Si je vous dit
Scarve,
Mnemic,
Lyzanxia,
Soilwork et Phaze I, qu'est-ce que vous en dites?
One-Way Mirror bien sûr! Et pourquoi donc? Certains membres de ces formations précitées composent ce All-Star Band à la française...
Alors oui,
One-Way Mirror peut être considéré pour beaucoup comme étant un All-Star Band français s'étant réuni pour faire marcher la machine à sous. Rectification: All-Star Band ok, mais écartons quelque peu l'hypothèse pécuniaire. Car les gars de
One-Way Mirror, c'est avant tout la crème du Metal Français qui jamme ensemble dans l'unique but d'envoyer le boulet, sans aucune prétention de révolutionner quoi que ce soit. C'est d'ailleurs cette attirance vers un son dit "passe-partout" qui leur vaut tant de critiques.
Et pourtant, ce brulôt plus qu'énergique a quelques arguments à faire valoir dans sa besace...

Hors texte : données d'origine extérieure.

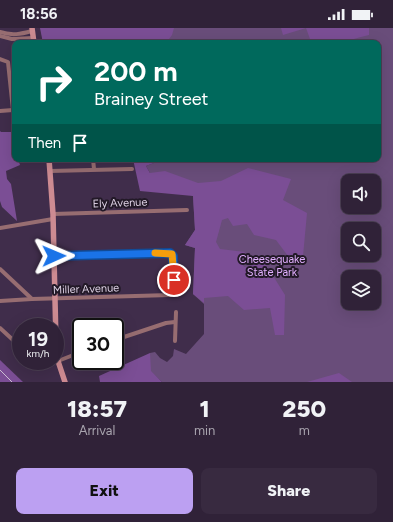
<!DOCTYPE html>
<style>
:root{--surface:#302238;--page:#382a40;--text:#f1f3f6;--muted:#a8a4ae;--line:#4b3f53;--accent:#bca0f2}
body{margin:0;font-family:Figtree,sans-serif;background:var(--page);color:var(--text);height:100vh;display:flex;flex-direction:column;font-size:15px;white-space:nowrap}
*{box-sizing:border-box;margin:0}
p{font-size:13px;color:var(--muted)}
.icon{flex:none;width:22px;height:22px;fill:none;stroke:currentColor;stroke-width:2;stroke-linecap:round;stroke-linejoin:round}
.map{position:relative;height:354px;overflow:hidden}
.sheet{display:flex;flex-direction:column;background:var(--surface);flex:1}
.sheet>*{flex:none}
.banner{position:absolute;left:12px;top:12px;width:369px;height:122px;border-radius:8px;box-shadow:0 4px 16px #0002,0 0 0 1px var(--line);background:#00695c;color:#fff;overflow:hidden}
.fabs{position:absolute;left:341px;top:146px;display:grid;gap:8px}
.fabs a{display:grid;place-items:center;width:40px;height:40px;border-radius:8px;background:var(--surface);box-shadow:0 4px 16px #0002,0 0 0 1px var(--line);font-size:20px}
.speed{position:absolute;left:12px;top:290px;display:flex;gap:8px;font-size:20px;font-weight:700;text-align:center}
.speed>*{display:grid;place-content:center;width:52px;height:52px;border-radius:50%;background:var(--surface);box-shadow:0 4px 16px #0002,0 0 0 1px var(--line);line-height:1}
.speed small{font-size:10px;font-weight:400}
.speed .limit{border:2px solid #111;border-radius:6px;background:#fff;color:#111}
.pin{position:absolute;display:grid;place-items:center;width:34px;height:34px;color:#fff;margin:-17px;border:2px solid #fff;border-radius:50%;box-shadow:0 1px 4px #0007}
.me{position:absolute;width:44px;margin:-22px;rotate:89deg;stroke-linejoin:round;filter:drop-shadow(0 0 3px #0008)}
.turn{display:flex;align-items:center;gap:14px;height:84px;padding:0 16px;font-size:18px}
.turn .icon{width:52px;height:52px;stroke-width:2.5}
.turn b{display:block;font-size:28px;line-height:34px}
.then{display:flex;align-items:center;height:38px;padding:0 16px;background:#0003;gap:8px;font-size:15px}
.eta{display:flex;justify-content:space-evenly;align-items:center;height:68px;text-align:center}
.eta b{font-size:24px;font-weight:800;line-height:28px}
.button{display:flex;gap:8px;margin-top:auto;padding:8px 16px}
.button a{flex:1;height:46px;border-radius:8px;background:var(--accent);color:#111;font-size:16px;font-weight:800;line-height:46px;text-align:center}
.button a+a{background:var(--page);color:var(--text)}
.status{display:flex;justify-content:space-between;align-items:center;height:28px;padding:0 20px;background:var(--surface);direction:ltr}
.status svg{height:11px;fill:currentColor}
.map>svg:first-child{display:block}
.green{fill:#694d7a;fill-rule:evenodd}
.forest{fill:#7b4e95}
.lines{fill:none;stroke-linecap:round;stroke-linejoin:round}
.minor{stroke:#976d71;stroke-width:4}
.secondary{stroke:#cd8b92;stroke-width:5.5}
.rail{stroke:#cbbed3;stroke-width:1}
.route-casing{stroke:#114b97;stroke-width:10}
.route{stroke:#1a73e8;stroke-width:7}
.slow{stroke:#f59e0b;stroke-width:7}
.labels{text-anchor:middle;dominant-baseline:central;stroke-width:4;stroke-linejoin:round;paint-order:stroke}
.street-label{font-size:11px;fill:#ded2e5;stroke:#221927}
.park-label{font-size:11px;fill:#e0aefd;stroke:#221927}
</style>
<div class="status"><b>18:56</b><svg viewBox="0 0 49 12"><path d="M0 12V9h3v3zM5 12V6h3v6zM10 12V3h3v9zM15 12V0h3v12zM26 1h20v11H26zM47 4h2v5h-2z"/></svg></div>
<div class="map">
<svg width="393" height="354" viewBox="0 0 393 354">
<rect width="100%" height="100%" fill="#402d4b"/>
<path class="green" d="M41 0H393V354H162L150 343V325L155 324 160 330 167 334 173 328 174 321 186 326 204 306V276L193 266 195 220 185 217 195 202 193 168 150 145 146 138 159 133 158 131H378V15H43ZM348 153H374V179H348ZM348 201H374V227H348ZM348 249H374V275H348Z"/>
<g class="forest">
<polygon points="40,0 174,0 172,7 166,15 43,15"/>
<path d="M281 0H369V7C349 12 330 19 310 11L306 0 283 7Z"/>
<polygon points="0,103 1,104 11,104 15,119 15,131 18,131 20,137 6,143 7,151 11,156 17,193 2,179 0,173"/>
<polygon points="133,131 159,131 159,133 146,138 150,145 165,143 198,155 221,153 248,140 291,151 283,172 307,185 303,228 288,228 276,212 254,207 247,196 233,198 228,190 222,192 216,214 220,221 245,224 240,232 244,239 265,235 285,267 284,307 275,307 270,280 244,282 228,268 204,270 204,275 193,266 195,220 185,217 195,202 193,168 140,163"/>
<polygon points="150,325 151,343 162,354 100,354 99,348"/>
<polygon points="0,332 23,354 0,354"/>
<polygon points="339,345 352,354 307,354"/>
</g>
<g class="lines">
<g class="minor">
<path d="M0 4C12 8 21 6 32 3"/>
<polyline points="0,8 12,11 33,10"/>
<polyline points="0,31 8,34 13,82"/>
<polyline points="0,83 13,82"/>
<polyline points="93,131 94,141"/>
<polyline points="50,143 132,141"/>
<polyline points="53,186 187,182"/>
<polyline points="0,200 53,191"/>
<polyline points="0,241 32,271"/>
<polyline points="0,273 32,271 170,267 174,264 173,228 170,225 54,228"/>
<polyline points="0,300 13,312 21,314"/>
<polyline points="115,312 166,295 175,294"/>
<polyline points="175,313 176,284"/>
<polyline points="58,333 81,324"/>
</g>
<g class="secondary">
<polyline points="32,0 34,15"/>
<polyline points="49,131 53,186 56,314 58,333 65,354"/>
</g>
<polyline class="rail" points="0,342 12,354"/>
</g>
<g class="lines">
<defs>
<polyline id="route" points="54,228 170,225 173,228 174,252"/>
</defs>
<use href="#route" class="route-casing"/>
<use href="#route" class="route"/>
<polyline class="slow" points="155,225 172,226 173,237"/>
</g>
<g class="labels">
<g class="street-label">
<text transform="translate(120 175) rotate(-2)">Ely Avenue</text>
<text transform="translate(86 261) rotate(-2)">Miller Avenue</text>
</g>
<g class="park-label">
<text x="272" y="231">Cheesequake<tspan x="272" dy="13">State Park</tspan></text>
</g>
</g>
</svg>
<div class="fabs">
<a><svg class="icon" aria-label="sound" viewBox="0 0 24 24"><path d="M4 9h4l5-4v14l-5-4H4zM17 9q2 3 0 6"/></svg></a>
<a><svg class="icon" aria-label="search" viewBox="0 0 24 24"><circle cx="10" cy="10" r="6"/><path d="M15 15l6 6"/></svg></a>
<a><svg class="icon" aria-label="layers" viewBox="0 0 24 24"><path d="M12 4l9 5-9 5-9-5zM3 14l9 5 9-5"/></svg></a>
</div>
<div class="speed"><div>19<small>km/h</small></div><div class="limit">30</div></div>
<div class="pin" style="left:174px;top:252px;background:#d93025"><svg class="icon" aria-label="arrive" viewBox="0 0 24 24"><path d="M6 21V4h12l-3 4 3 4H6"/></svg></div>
<svg class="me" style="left:54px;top:228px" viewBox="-20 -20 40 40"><path d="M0-17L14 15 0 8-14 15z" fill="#1a73e8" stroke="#fff" stroke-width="4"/></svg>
<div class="banner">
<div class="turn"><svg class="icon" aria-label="right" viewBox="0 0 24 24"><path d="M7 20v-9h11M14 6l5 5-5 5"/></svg><div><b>200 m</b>Brainey Street</div></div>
<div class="then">Then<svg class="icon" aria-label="arrive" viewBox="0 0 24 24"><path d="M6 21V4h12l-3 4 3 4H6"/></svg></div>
</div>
</div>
<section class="sheet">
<div class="eta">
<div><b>18:57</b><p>Arrival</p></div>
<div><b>1</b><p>min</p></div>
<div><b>250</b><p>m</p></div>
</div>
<div class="button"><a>Exit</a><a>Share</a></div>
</section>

Amateurs de gros son, vous voici servi!
One-Way Mirror, soit le premier opus du groupe du même nom est là pour subvenir à votre besoin de rythmiques percutantes, de riffs tranchants et de gueulantes ultra-énergiques!
Et ça commence dès le début: "Destination Device" percute le lobe auditif pour un rendu résolument moderne, stylé (et du coup très conventionnel), qui n'a pas à rougir des productions amerloques. Car One-Wy Mirror, à défaut de révolutionner quoi que ce soit, a la ferme intention de bousculer les grosses pointures américaines, sur leur propre terrain! Du coup, refrains accrocheurs et morceaux catchy sont légion sur ce premier album. "As You Are Now", "Danger Calling", le plus pop "Empty Spaces"... Tout y passe! Des samples viennent apporter la touche futuriste à ce déluge de riffs rentre-dedans, pendant que ce cher Dirk Verbeuren martèle ses fûts comme un assoiffé de blasts.
Car les gars de
One-Way Mirror, ils savent y faire (comme l'a déjà montré leurs projets respectifs)... Chaque morceau est une belle démonstration des talents de ces cinq gaillards: à la fois puissants, rageurs et bougrement entraînants, j'imagine aisément leur impact en live! Car si vous n'en avez pas eu assez avec cette première partie d'album, "Keeping Me Away", "Sockracer" et la reprise osée de "Relax" de Frankie Goes To Hollywood sont là pour vous ramoner le conduit auditif!
Alors certes
One-Way Mirror n'est pas vraiment original dans sa démarche, mais le gros son est là (merci Tue Madsen), de bons morceaux entraînants et modernes, qui envoient le boulet sans gêne... Au final, nous pousser à la rupture des cervicales, voici le seul crime de ces gars-là...
Un plutôt bon album donc, ce
One-Way Mirror saura faire remuer un paquet de monde en live comme sur CD, grâce à des compos modernes, à la production énorme, bourrées ras la tronche de riffs épais, tout comme cette section rythmique, qui pilonne à tout va sans s'interroger des conséquences sur la nuque de l'auditeur!
C'est clair, cet opus ne révolutionnera aucun syle, mais il a le mérite de représenter le Metal mainstream à la française.
Et quand c'est puissant comme ça, pourquoi s'en priver?